Regressámos à casa mãe, era assim que era denominado o Regimento de Caçadores Pára-quedistas. Ao fim de alguns dias é publicada mais uma lista de mobilização. Recebi a esperada notícia com tranquilidade onde cerca de duzentos militares foram divididos pelos 3 teatros de guerra em África. Ao pessoal do meu curso, que se tinha safo da primeira leva, tocava-lhes, agora, Angola. Ainda não era desta que dois amigos embarcariam: o Martins “o algarvio” porque estava a tirar a especialidade de tratador de cães de guerra, mas no fim do curso dificilmente escaparia e o Covilhã, que mercê da sua extraordinária força e destreza, sendo considerado o melhor soldado do curso nas provas físicas, ficaria na metrópole adstrito à área da educação física e desportiva.

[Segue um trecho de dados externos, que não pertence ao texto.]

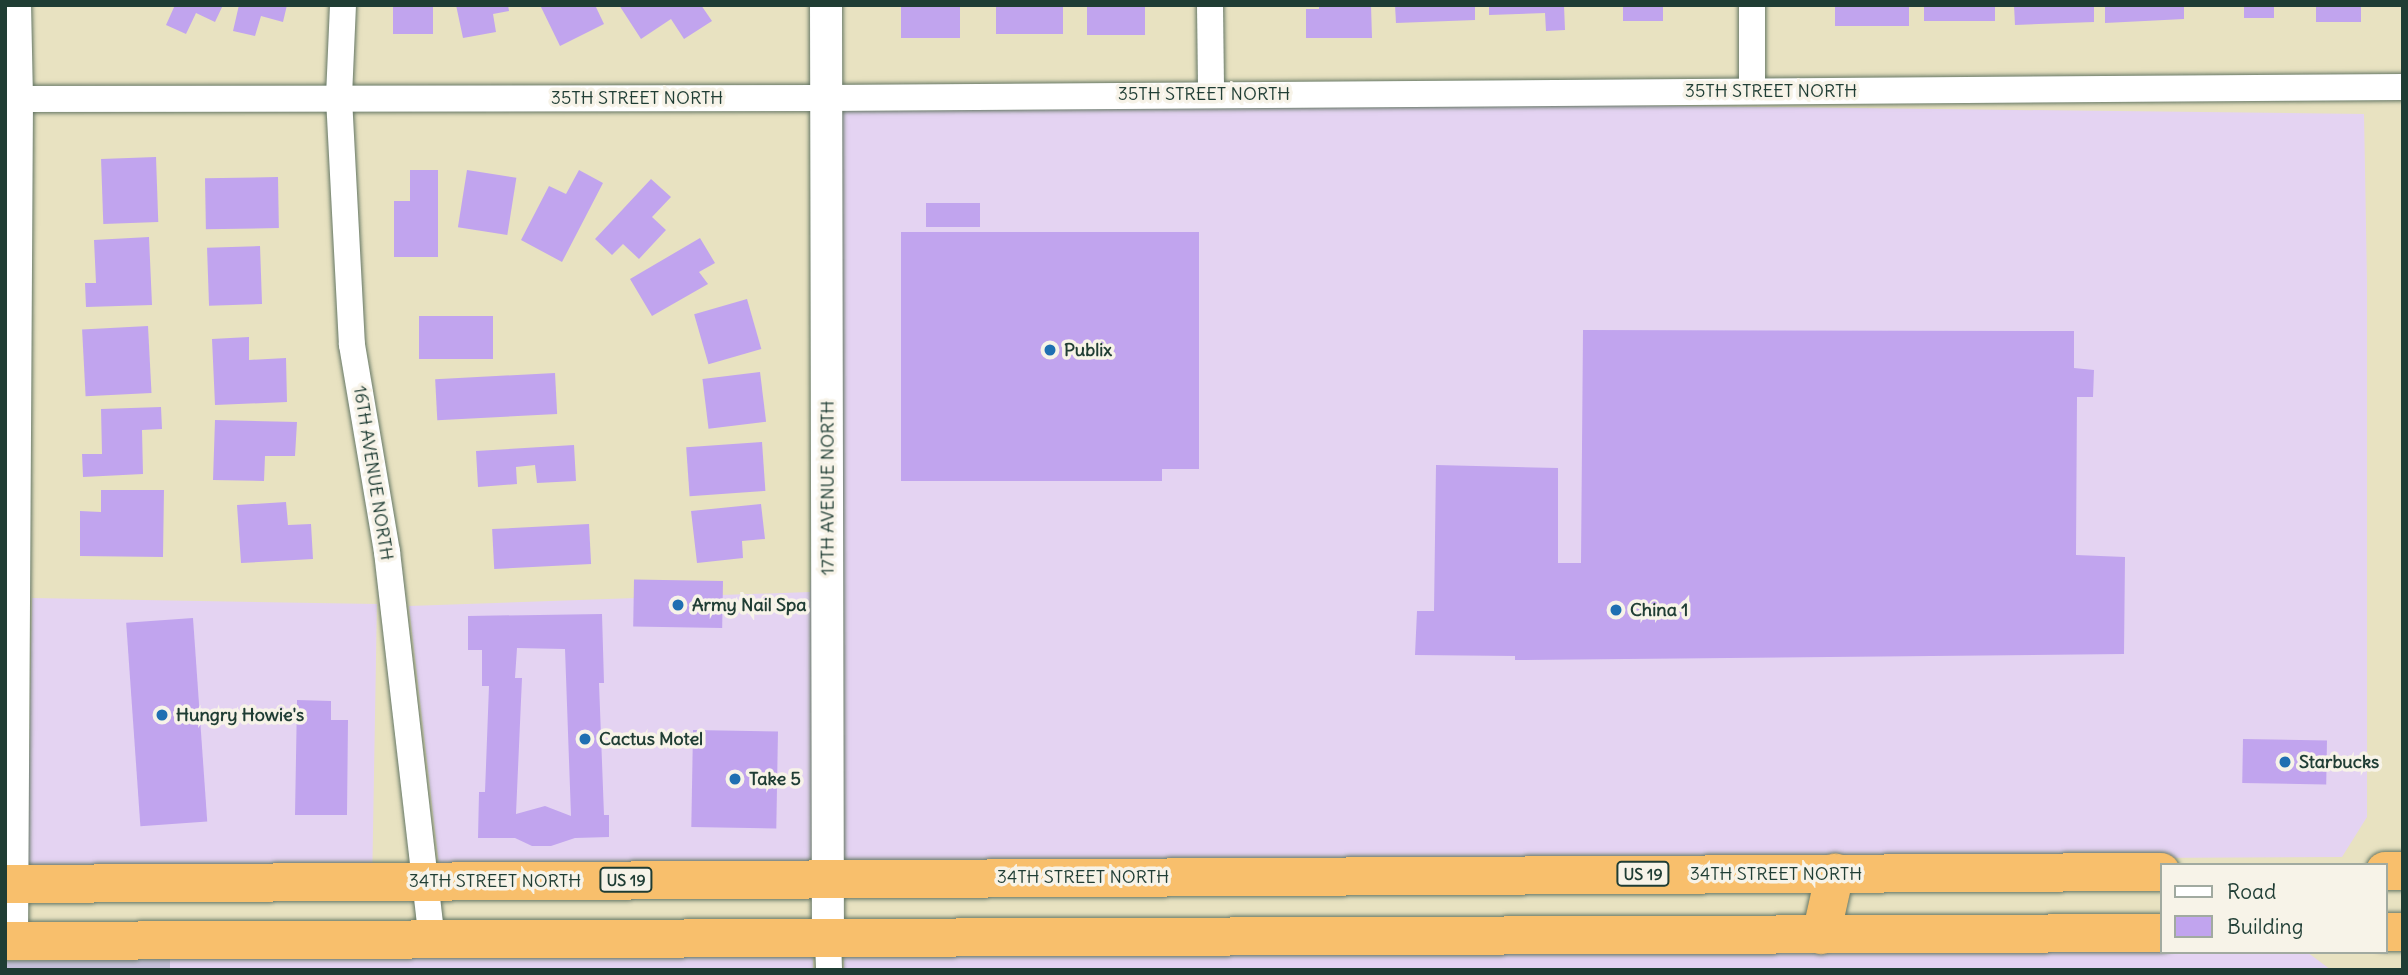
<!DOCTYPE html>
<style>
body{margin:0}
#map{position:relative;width:2408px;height:975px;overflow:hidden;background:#e8e2c1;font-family:Delius,sans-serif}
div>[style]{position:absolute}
.built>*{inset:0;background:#e4d3f2;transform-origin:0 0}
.industrial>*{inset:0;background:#c6c0da}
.building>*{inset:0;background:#c1a4ee;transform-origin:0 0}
.roads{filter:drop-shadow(0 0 2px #657765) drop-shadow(0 0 2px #657765)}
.minor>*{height:26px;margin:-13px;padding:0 13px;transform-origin:13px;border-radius:13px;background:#fff}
.tertiary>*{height:32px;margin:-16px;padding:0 16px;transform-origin:16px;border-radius:16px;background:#fff}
.trunk>*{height:38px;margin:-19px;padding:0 19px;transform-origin:19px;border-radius:19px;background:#f8bf6c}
.dots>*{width:19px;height:19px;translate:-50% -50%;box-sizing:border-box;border:4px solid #f7f3e8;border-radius:50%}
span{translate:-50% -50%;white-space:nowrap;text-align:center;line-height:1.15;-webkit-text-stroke:7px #f7f3e8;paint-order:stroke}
.shield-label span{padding:2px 5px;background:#f7f3e8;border:2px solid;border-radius:5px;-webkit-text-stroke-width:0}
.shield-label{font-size:16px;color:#1f3d34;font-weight:700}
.street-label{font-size:18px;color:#1f3d34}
.poi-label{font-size:18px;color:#1f3d34;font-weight:700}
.left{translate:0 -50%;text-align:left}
.frame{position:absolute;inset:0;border:7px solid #1f3d34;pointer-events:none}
.legend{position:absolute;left:2160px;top:863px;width:228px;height:91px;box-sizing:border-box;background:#f7f3e8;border:2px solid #a1aaa0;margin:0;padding:9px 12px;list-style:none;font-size:21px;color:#1f3d34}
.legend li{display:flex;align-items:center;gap:14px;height:35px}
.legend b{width:35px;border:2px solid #a1aaa0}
</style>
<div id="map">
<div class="built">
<i style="clip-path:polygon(1597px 105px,2364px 114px,2367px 281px,2367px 817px,2342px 857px,844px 864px,842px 111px)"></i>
<i style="clip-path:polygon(813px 544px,812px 865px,439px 865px,409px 606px,810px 592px)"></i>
<i style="left:32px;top:598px;width:345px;height:269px;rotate:1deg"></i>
<i style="clip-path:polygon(1265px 951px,2307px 952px,2331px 970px,844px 970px,844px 953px)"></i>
<i style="clip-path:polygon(813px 953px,813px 970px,170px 970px,170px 959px)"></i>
</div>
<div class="industrial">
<i style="clip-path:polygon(170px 959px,170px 970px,5px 970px,5px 961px)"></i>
</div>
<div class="building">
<i style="clip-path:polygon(175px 5px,223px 5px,215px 22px,196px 13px,186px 34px,166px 25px)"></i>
<i style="clip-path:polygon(239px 5px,287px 5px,283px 22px,261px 16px,255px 36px,233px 31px)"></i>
<i style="left:393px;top:5px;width:40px;height:29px"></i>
<i style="clip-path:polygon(456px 5px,508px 5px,509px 11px,493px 14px,496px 32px,463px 38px)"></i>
<i style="clip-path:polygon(540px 5px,595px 5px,604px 24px,560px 46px)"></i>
<i style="clip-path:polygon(619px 5px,701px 5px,712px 21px,684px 39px,671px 19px,641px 39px)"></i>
<i style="left:901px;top:5px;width:59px;height:33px"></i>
<i style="left:996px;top:5px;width:67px;height:29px"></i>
<i style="left:1087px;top:5px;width:58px;height:30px"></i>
<i style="clip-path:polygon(1319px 5px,1371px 5px,1372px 38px,1306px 38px,1306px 9px,1319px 9px)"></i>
<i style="clip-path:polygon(1395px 5px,1475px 5px,1475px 20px,1396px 23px)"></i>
<i style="clip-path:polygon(1489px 5px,1564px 5px,1565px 30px,1546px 31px,1545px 13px,1489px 15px)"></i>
<i style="left:1623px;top:5px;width:40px;height:16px"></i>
<i style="left:1835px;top:5px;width:74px;height:21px"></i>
<i style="left:1924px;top:5px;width:71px;height:16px"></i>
<i style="clip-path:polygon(2014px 5px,2094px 5px,2094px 22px,2015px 25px)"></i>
<i style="clip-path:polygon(2105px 5px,2184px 5px,2184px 19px,2105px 23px)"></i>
<i style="left:2244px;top:5px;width:30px;height:13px"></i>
<i style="left:2316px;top:5px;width:45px;height:17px"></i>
<i style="left:156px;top:157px;width:65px;height:55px;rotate:88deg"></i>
<i style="clip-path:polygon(410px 170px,438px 170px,438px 257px,394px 257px,394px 201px,410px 201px)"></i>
<i style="left:467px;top:170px;width:50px;height:58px;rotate:9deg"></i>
<i style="clip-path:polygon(579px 170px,603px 183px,562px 262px,521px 240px,549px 186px,566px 194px)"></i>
<i style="left:278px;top:177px;width:51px;height:73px;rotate:89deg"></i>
<i style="clip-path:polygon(651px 179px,671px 197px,652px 217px,666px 230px,639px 259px,623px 244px,612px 255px,595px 239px)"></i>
<i style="left:926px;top:203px;width:54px;height:24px"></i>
<i style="clip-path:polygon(901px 232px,1199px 232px,1199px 469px,1162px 469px,1162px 481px,901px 481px)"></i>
<i style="clip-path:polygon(149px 237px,152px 305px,86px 307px,85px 283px,96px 283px,94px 240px)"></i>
<i style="clip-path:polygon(700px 238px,715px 263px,699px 272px,708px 284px,652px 316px,630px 279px)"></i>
<i style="left:260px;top:246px;width:58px;height:53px;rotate:88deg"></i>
<i style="left:747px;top:299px;width:52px;height:55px;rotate:74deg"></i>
<i style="left:493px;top:316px;width:43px;height:74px;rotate:90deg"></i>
<i style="left:148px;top:326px;width:67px;height:66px;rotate:87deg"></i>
<i style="clip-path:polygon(1583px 330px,2074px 331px,2074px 368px,2094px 370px,2093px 397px,2077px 397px,2076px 555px,2125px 557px,2124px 654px,1515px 660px,1515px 656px,1415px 655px,1417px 611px,1434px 611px,1436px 465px,1558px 468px,1558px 563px,1581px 563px)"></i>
<i style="clip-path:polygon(249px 337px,249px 360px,286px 358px,287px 402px,215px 405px,212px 339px)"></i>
<i style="left:760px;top:372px;width:50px;height:58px;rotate:83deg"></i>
<i style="left:555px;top:373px;width:41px;height:120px;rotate:87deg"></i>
<i style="clip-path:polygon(161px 407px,162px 429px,142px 430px,143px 474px,83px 477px,82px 454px,102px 454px,101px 409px)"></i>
<i style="clip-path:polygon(215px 420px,297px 422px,295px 456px,265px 456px,264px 481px,213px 480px)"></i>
<i style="left:762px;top:442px;width:49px;height:76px;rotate:86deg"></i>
<i style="clip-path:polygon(574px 445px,576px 481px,537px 483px,535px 465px,516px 467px,517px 484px,478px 487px,476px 451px)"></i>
<i style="clip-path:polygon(101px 490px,164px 490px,163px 557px,80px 556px,80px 511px,101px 512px)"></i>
<i style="clip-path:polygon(286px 502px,288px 525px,311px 524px,313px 559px,241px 563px,237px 505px)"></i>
<i style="clip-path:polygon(761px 504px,765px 539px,742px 541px,743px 558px,697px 563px,691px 511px)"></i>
<i style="left:589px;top:524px;width:40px;height:97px;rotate:87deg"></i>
<i style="left:723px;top:581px;width:47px;height:89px;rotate:91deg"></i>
<i style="clip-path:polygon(evenodd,602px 614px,604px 683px,599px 683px,604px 815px,609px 815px,609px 837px,575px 838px,551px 846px,532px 846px,515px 838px,478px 838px,479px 792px,485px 792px,489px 686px,482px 686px,482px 650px,468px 650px,468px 616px,602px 614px,517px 648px,565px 649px,571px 816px,545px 806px,516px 814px,522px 678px,515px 678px,517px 648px)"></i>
<i style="left:193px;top:618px;width:204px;height:67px;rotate:86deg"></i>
<i style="clip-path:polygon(297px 700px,331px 701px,331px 720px,348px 720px,347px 815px,295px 815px)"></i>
<i style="left:693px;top:730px;width:85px;height:97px;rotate:1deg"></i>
<i style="left:2243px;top:739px;width:84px;height:44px;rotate:1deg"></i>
</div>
<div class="roads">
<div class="minor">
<i style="left:343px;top:5px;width:93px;rotate:92.5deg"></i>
<i style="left:339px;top:98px;width:247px;rotate:87deg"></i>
<i style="left:352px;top:345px;width:210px;rotate:80.4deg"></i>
<i style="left:387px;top:552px;width:391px;rotate:83.4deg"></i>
<i style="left:1210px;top:5px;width:88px;rotate:89.3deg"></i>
<i style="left:1752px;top:5px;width:86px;rotate:90deg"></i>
<i style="left:5px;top:99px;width:821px;rotate:-0.07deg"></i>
<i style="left:826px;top:98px;width:1577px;rotate:-0.4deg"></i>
<i style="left:828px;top:940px;width:30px;rotate:88deg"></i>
<i style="left:15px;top:941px;width:842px;rotate:-89.66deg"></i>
<i style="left:20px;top:99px;width:94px;rotate:-91.2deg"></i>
</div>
<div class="tertiary">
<i style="left:826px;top:5px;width:935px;rotate:89.88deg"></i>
</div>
<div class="trunk">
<i style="left:2385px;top:871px;width:18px"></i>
<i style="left:5px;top:884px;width:2156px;rotate:-0.32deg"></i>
<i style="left:2385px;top:932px;width:18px"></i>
<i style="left:1821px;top:935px;width:64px;rotate:-77.3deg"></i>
<i style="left:5px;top:941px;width:2156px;rotate:-0.21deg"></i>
</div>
</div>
<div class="dots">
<i style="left:1050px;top:350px;background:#1f6fb2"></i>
<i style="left:678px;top:605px;background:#1f6fb2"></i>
<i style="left:1616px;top:610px;background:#1f6fb2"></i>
<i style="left:162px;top:715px;background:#1f6fb2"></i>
<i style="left:585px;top:739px;background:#1f6fb2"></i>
<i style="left:2285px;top:762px;background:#1f6fb2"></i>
<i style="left:735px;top:779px;background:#1f6fb2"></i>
</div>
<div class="shield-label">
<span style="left:1643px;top:874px">US 19</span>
<span style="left:626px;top:880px">US 19</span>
</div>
<div class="street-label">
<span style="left:1771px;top:91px">35TH STREET NORTH</span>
<span style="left:1204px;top:94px">35TH STREET NORTH</span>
<span style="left:637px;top:98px">35TH STREET NORTH</span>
<span style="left:373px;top:473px;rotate:81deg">16TH AVENUE NORTH</span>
<span style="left:828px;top:488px;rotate:-90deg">17TH AVENUE NORTH</span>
<span style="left:1776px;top:874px">34TH STREET NORTH</span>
<span style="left:1083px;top:877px">34TH STREET NORTH</span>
<span style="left:495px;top:881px">34TH STREET NORTH</span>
</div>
<div class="poi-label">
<span class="left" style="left:1064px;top:350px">Publix</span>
<span class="left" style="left:692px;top:605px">Army Nail Spa</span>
<span class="left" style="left:1630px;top:610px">China 1</span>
<span class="left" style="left:176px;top:715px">Hungry Howie's</span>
<span class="left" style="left:599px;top:739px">Cactus Motel</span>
<span class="left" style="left:2299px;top:762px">Starbucks</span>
<span class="left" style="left:749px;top:779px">Take 5</span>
</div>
<div class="frame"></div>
<ul class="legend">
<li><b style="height:9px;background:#fff"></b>Road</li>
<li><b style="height:19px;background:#c1a4ee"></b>Building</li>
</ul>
</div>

A mobilização esperada desta vez também foi comigo… foi-me concedida uma licença de dez dias, de forma a poder estar junto dos meus, pois a ordem de embarque poderia surgir a cada momento. A única coisa que sabia era que ia para Angola, de avião ou de barco, mas o destino estava traçado.
Não foram férias esses dez dias concedidos, mas sim um tempo de despedida de tudo o que me prendia e do que queria levar comigo e não era só a família, os amigos e a namorada. Queria levar a essência da minha cidade e das águas do Rio Lima. Este com uma longa história profundamente interligada a uma velha lenda, sobre as suas margens. Na altura do Império Romano era conhecido por “Rio do Esquecimento”, pois os soldados sabiam que quem atravessasse as suas margens perderia “o olvido do passado e da própria pátria”, tal como refere o Conde de Bertiandos, in Lendas. Assim sendo, as legiões romanas temiam as águas do Lima e negavam-se a navegar sobre elas. Apenas no ano de 135 a.C. as tropas romanas atingiram a margem esquerda do Lima, comandadas por Décios Junos Brutos, que, empunhando o estandarte das águias de Roma, desafiou a “beleza manhosa” das águas do rio e as atravessou sozinho. Já do outro lado da margem, o comandante chamou cada soldado pelo seu nome, conseguindo assim provar às suas tropas que, apesar do fascínio do rio Lima fazer lembrar o rio Lethes, apagando a memória a quem o atravessasse, a lenda não era verdadeira. Ainda hoje, quem conhece este rio e sabe a “história” das suas margens não se cansa de enaltecer a velha lenda popular.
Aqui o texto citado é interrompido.